### PROBLEM DESCRIPTION:
Pull every line containing "above" from the data.

--*--

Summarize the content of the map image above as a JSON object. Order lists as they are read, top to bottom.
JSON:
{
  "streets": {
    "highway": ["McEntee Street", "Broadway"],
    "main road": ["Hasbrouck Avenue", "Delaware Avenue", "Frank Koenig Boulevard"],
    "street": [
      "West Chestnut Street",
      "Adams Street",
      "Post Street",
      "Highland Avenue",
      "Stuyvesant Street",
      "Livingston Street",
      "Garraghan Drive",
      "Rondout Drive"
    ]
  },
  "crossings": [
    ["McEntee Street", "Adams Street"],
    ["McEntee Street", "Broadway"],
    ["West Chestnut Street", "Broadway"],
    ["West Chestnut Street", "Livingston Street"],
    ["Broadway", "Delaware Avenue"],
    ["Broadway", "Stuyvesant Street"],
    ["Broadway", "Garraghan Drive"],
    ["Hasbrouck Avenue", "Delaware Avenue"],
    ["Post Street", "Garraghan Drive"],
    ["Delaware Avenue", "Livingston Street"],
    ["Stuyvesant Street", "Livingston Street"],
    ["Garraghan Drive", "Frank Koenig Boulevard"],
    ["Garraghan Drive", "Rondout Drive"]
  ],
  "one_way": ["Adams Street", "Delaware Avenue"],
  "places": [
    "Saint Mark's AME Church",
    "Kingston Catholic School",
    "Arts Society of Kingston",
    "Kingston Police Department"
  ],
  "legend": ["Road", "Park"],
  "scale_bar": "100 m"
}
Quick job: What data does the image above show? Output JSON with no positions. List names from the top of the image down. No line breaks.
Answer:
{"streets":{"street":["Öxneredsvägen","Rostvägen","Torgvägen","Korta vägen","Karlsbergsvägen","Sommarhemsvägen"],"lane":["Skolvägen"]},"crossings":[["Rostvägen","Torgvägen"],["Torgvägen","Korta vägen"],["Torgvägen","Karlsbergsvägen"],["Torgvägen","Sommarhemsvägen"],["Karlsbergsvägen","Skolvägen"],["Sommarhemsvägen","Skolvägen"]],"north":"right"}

--*--

### ANSWER BOX:
Summarize the content of the map image above as a JSON object. Order lists as they are read, top to bottom.
Quick job: What data does the image above show? Output JSON with no positions. List names from the top of the image down. No line breaks.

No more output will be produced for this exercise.